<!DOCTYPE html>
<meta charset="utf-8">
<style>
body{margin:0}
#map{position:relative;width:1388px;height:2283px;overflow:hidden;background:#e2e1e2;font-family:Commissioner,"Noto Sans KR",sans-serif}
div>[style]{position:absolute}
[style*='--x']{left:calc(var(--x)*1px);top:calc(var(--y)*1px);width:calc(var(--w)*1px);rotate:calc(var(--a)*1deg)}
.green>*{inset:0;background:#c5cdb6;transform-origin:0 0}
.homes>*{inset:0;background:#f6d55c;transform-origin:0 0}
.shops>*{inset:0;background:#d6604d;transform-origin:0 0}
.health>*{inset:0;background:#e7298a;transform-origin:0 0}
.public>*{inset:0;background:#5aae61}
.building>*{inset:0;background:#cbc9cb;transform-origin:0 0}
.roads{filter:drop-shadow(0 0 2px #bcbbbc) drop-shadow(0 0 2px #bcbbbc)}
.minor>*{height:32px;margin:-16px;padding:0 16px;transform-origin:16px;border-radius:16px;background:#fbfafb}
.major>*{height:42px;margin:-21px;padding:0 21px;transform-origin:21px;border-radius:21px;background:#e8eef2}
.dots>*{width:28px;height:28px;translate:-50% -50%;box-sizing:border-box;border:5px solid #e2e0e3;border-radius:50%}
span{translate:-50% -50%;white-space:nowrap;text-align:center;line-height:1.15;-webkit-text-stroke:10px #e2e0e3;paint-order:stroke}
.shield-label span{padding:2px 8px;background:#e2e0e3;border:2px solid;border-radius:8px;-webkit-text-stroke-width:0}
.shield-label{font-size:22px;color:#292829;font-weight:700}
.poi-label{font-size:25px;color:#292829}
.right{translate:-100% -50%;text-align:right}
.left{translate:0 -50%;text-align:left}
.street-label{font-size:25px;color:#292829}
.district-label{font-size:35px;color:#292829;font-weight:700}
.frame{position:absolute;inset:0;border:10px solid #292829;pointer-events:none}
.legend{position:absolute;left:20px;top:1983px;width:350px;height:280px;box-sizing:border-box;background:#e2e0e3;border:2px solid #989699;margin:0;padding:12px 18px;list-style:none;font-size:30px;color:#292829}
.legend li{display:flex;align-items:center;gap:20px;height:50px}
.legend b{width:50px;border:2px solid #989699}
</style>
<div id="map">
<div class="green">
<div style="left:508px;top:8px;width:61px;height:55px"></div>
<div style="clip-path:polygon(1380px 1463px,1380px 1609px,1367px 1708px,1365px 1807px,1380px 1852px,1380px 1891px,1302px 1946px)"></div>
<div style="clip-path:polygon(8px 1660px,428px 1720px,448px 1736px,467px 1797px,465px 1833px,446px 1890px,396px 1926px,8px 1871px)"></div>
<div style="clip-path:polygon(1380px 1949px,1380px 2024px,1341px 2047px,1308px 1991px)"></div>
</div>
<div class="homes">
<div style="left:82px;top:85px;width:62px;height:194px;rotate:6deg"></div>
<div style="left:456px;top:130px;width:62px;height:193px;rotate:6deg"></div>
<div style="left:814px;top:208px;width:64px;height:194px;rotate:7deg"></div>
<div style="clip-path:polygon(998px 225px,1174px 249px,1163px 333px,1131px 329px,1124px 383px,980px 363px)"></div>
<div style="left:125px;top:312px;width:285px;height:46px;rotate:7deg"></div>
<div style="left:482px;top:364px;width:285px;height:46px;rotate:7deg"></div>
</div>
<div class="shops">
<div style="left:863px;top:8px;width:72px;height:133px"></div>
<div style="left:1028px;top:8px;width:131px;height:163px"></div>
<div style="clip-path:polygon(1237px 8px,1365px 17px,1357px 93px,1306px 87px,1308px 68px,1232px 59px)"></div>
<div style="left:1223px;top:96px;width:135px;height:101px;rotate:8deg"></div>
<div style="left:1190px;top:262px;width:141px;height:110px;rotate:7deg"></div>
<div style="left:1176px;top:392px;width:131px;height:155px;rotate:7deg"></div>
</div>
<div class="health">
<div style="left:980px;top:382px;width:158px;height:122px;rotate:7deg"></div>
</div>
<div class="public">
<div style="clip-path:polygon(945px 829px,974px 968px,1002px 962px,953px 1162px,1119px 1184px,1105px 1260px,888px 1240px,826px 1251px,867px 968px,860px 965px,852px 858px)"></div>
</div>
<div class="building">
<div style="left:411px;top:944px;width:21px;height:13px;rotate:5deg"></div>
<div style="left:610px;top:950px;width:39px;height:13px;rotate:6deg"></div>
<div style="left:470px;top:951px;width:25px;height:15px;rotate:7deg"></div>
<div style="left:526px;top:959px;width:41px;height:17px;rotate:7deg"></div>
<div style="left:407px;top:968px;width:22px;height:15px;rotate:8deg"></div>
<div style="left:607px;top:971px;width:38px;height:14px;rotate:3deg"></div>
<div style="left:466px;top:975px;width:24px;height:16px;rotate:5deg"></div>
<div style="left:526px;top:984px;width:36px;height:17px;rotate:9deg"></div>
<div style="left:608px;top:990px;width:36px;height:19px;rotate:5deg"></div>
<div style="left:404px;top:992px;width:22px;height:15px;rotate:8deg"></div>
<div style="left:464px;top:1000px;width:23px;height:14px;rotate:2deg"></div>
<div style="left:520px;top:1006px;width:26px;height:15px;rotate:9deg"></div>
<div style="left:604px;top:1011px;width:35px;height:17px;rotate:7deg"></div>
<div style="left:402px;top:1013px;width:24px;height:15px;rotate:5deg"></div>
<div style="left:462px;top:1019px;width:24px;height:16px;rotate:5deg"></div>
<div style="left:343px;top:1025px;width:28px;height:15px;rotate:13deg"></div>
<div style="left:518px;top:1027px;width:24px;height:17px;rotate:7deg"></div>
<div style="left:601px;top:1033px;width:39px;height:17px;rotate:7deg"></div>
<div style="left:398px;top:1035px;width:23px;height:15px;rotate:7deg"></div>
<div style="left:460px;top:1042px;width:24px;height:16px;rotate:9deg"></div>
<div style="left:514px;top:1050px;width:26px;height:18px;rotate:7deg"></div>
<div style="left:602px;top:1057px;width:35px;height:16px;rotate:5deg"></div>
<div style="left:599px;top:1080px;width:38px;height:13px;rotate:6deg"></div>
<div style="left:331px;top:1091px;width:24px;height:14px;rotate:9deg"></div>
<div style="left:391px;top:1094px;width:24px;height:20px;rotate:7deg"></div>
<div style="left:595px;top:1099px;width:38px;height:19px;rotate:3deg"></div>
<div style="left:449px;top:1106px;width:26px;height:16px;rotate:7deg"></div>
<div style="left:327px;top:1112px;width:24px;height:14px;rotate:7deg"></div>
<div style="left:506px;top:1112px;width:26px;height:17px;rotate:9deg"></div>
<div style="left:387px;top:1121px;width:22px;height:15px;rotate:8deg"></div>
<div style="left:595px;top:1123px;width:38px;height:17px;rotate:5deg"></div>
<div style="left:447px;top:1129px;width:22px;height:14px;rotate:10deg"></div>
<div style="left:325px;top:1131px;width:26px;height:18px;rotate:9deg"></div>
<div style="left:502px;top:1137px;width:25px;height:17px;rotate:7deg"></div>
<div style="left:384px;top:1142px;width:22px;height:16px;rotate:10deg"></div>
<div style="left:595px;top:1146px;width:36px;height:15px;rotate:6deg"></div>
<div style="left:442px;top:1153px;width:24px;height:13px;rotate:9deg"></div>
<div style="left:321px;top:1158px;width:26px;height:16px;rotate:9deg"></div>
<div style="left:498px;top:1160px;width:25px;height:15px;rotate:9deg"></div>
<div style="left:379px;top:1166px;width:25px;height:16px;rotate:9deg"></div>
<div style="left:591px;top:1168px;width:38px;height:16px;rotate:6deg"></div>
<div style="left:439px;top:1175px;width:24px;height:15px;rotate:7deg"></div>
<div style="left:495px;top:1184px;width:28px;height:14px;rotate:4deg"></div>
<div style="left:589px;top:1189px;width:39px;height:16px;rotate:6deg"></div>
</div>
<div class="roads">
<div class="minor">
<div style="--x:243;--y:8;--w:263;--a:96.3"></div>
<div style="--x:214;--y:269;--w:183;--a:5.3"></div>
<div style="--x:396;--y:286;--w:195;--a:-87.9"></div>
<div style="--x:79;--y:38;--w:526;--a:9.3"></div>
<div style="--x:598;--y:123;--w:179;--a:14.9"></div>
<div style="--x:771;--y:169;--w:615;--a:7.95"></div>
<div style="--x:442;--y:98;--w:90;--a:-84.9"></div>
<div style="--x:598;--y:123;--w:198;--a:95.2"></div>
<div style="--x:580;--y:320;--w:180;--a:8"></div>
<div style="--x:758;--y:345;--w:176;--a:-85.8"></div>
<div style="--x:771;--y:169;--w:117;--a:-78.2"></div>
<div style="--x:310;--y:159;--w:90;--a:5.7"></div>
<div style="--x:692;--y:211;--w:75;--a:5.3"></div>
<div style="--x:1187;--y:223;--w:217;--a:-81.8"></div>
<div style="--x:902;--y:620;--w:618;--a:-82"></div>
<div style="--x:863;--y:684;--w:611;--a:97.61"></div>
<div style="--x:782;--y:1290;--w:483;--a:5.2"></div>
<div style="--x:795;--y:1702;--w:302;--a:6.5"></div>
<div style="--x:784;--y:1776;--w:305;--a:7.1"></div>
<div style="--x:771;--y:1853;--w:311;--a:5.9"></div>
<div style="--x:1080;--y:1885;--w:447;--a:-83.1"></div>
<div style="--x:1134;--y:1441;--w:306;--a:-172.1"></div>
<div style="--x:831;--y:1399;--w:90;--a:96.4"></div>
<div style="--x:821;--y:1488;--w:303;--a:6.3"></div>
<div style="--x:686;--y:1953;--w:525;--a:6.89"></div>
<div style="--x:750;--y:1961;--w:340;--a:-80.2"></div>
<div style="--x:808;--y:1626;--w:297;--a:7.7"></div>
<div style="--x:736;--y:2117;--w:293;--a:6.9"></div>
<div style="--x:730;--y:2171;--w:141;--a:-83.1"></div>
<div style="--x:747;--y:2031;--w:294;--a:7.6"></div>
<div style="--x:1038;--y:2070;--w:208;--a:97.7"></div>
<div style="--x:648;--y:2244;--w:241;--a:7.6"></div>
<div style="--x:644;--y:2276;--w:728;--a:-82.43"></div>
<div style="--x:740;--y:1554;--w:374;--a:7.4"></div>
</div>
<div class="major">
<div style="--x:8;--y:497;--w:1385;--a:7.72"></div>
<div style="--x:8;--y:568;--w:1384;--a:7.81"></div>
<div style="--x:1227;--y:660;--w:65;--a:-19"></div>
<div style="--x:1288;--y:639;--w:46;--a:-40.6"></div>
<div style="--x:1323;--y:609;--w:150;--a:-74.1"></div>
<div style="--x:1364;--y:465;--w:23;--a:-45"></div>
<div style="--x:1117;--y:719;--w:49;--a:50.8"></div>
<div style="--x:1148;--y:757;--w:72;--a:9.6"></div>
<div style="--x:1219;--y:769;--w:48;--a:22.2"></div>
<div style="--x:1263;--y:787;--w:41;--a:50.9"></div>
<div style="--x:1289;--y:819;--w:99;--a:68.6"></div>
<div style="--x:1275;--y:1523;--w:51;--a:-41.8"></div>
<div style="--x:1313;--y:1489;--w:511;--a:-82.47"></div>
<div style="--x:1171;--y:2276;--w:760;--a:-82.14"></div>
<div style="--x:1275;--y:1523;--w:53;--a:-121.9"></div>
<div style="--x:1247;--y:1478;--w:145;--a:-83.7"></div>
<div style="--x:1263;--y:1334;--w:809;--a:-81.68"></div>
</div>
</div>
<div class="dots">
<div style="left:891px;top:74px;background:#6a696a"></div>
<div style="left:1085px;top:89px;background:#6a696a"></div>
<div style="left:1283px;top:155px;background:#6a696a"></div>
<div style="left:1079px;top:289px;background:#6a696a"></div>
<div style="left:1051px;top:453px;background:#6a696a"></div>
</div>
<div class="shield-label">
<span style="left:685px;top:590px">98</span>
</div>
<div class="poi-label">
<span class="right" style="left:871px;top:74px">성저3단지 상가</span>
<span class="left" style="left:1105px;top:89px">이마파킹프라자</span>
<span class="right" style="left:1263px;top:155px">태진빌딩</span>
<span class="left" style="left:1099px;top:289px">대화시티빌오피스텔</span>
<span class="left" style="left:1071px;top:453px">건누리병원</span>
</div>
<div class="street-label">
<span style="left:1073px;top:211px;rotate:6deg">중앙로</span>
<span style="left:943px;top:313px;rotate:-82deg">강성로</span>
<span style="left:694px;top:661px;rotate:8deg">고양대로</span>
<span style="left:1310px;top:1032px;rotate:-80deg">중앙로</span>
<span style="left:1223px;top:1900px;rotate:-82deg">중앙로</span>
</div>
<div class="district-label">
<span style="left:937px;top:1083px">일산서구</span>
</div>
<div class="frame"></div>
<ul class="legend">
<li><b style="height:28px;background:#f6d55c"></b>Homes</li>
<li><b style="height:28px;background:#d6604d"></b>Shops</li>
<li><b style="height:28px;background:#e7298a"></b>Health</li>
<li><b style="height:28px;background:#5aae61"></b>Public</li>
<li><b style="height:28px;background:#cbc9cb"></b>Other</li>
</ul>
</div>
•••
What to produce: Which lines above contain the word "green"? Copy each of them.

Solution to this task:
.green>*{inset:0;background:#c5cdb6;transform-origin:0 0}
<div class="green">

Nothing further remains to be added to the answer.